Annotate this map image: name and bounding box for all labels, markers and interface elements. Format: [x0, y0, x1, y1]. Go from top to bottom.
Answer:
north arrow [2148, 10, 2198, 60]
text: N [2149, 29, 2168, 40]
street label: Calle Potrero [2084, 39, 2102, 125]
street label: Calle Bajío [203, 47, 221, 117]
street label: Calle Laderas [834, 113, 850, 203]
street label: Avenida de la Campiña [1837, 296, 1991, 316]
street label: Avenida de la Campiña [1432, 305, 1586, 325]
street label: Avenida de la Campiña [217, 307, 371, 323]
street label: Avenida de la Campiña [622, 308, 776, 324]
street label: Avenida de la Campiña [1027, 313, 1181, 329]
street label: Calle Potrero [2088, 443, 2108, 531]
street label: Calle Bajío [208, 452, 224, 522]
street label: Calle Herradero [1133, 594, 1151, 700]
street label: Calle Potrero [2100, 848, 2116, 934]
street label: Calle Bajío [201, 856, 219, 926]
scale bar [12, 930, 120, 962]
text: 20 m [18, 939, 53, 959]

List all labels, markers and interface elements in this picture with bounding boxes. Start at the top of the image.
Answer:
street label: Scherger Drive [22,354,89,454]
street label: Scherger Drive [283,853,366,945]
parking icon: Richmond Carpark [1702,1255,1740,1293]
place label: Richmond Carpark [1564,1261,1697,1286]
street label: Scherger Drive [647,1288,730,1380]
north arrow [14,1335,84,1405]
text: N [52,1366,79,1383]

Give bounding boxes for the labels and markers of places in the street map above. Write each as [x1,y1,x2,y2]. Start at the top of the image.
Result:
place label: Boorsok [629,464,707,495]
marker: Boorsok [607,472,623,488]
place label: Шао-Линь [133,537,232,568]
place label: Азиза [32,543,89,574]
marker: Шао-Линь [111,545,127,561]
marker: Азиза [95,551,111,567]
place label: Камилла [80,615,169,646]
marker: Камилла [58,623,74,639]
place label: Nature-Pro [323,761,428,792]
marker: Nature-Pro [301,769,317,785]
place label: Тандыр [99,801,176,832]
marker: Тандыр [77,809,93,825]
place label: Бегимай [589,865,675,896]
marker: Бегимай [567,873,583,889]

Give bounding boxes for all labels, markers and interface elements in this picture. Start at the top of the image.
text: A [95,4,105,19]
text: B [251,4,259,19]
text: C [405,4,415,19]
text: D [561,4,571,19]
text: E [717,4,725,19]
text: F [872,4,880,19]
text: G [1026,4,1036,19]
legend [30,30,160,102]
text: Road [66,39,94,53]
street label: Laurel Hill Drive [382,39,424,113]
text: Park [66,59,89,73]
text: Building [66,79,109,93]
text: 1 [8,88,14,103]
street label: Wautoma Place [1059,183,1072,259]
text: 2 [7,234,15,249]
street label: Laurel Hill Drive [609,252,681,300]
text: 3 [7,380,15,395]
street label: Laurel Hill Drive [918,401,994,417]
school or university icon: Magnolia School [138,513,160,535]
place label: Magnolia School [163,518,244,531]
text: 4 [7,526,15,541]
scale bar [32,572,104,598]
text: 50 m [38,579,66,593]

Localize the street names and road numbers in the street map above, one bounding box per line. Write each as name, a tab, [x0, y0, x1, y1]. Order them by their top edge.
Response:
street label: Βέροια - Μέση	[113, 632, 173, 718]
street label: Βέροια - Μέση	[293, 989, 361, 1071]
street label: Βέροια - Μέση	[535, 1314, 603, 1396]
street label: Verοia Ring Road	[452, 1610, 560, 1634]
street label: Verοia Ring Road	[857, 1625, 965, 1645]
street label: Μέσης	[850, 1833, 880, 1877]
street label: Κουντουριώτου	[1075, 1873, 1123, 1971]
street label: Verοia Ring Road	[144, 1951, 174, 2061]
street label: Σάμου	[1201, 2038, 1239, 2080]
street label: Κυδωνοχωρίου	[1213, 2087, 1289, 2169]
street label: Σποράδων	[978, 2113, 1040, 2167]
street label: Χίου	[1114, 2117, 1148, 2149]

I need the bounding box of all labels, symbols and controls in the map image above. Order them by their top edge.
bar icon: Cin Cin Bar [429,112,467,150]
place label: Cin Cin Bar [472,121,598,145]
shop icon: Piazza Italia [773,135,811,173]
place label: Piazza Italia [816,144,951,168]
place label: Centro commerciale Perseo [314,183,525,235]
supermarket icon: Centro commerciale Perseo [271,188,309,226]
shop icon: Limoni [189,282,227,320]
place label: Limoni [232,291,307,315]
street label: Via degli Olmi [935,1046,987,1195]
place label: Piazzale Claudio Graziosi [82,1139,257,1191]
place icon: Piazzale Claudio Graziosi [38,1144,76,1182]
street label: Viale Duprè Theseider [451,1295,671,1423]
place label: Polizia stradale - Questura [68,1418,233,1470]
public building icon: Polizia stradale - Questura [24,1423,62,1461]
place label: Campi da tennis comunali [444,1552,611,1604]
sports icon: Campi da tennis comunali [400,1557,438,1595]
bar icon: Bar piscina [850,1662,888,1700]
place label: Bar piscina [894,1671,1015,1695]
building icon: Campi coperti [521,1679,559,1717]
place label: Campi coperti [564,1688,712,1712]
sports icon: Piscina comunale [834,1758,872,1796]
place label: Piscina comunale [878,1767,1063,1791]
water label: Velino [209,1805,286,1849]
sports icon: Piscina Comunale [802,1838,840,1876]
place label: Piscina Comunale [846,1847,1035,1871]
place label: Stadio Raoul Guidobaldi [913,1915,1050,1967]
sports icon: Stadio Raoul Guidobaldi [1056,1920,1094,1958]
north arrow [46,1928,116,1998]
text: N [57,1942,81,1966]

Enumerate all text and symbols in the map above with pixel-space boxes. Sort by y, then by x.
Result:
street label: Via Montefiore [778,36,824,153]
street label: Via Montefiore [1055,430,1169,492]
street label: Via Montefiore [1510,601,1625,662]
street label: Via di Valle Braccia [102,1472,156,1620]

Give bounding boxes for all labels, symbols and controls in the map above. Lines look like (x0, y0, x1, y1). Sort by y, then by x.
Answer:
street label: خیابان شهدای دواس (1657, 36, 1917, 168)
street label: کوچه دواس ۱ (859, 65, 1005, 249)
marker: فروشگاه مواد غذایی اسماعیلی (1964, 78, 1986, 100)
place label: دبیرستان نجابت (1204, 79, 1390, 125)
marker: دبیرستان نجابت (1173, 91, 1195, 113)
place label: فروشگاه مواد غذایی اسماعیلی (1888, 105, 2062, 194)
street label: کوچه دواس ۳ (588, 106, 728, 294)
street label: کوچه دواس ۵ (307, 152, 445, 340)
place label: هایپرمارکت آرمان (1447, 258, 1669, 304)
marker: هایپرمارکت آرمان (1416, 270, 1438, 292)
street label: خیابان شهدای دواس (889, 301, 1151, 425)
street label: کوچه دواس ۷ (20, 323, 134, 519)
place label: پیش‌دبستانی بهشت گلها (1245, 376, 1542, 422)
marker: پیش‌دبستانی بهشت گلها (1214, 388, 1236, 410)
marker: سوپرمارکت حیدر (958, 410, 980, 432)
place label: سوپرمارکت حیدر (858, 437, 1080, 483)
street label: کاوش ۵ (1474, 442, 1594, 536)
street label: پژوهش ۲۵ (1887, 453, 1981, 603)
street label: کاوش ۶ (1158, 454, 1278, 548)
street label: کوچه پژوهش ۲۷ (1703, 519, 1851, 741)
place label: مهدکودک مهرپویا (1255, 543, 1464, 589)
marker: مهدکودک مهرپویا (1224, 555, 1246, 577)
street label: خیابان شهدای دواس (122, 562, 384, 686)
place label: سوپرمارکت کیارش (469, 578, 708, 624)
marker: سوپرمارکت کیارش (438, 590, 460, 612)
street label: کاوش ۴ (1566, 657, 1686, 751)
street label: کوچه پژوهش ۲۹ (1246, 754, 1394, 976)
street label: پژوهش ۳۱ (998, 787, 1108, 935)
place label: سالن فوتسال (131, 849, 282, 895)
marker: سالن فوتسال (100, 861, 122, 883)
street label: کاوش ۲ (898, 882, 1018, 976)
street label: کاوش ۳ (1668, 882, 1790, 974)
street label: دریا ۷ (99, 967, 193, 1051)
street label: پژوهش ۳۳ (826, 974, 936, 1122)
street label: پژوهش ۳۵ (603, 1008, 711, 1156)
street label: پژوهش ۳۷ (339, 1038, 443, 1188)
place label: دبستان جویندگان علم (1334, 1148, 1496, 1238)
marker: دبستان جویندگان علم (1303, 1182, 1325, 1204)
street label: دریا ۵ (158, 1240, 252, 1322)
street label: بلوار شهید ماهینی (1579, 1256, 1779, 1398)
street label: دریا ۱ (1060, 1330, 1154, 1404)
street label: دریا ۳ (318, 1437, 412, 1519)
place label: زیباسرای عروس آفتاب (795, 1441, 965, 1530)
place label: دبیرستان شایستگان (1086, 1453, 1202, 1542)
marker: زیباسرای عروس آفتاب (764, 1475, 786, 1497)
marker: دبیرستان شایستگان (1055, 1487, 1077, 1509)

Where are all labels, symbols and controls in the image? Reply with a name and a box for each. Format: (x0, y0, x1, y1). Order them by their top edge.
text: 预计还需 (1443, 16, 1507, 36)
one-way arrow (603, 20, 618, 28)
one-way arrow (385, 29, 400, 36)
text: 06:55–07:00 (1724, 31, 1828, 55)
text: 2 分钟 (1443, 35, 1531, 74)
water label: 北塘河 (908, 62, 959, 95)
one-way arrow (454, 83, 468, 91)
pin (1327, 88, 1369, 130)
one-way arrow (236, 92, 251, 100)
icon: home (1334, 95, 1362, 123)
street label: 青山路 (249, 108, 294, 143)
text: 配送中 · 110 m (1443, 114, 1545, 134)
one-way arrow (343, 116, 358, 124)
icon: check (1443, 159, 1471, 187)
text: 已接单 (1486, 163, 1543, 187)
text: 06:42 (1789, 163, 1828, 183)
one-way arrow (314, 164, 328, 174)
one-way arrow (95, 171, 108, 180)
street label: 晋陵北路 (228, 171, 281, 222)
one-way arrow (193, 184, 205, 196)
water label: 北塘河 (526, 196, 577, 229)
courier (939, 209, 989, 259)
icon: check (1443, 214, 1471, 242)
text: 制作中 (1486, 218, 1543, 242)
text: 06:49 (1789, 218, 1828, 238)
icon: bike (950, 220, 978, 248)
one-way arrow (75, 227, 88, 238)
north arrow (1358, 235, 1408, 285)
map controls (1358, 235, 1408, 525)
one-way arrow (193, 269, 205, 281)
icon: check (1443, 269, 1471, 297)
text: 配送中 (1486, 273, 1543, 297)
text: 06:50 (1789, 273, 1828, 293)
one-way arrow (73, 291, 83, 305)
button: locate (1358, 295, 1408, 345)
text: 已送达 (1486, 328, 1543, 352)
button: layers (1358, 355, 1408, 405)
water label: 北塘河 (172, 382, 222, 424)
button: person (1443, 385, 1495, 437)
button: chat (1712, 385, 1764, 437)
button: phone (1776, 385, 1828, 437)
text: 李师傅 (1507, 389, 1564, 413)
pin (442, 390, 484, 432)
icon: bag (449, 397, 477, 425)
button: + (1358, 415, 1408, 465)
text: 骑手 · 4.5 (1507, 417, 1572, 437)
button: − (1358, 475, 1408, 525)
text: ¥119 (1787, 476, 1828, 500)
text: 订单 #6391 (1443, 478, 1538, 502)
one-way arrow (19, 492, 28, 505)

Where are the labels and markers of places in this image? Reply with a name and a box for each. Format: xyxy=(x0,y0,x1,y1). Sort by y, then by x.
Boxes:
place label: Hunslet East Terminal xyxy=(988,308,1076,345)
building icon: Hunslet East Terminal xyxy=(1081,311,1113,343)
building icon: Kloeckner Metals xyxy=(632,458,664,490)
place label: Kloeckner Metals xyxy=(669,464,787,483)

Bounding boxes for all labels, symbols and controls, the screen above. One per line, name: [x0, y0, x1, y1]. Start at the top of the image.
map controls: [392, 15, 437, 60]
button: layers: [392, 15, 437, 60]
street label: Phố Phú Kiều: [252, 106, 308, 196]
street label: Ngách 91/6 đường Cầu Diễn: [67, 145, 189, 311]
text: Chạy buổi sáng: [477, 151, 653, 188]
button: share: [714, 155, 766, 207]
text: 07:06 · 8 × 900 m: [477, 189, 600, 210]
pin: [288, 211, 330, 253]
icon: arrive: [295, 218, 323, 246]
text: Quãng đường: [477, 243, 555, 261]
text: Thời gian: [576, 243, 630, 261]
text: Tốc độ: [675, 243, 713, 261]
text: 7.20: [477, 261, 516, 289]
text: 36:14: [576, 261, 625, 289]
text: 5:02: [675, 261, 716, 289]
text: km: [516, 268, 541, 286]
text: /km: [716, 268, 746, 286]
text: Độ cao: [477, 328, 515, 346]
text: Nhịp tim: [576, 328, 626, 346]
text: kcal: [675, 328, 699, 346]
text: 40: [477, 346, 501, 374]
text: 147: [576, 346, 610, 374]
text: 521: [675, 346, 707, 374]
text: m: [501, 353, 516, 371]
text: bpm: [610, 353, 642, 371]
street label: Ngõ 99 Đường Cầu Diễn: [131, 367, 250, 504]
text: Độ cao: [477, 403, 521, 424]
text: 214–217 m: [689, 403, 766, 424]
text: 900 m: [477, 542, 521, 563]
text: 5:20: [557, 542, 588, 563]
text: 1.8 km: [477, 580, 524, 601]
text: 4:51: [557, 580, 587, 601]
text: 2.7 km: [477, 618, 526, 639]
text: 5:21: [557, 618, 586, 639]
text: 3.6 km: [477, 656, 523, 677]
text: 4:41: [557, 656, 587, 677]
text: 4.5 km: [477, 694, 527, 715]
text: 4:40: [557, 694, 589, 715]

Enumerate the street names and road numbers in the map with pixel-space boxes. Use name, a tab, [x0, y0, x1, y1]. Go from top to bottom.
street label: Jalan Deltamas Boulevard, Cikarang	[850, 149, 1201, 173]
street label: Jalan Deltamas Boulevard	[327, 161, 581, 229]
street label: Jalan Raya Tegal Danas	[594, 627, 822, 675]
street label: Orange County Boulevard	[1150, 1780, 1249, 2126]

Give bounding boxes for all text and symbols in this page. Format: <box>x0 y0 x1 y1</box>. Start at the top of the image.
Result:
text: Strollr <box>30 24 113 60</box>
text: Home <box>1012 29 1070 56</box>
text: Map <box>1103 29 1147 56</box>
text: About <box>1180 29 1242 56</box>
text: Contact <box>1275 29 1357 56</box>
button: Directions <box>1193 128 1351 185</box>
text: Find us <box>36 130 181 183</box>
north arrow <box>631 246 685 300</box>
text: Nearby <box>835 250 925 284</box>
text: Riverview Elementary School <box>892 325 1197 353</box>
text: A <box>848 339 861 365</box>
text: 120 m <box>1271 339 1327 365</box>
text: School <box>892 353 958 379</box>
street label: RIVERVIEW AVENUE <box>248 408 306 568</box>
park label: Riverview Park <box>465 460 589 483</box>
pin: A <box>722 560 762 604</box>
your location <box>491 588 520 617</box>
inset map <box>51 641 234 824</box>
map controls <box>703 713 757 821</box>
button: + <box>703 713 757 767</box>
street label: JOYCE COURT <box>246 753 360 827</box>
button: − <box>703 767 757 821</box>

- Problem -
Using the material above, report each line where "آرمان" occurs.

- Written answer -
place label: هایپرمارکت آرمان (1447, 258, 1669, 304)
marker: هایپرمارکت آرمان (1416, 270, 1438, 292)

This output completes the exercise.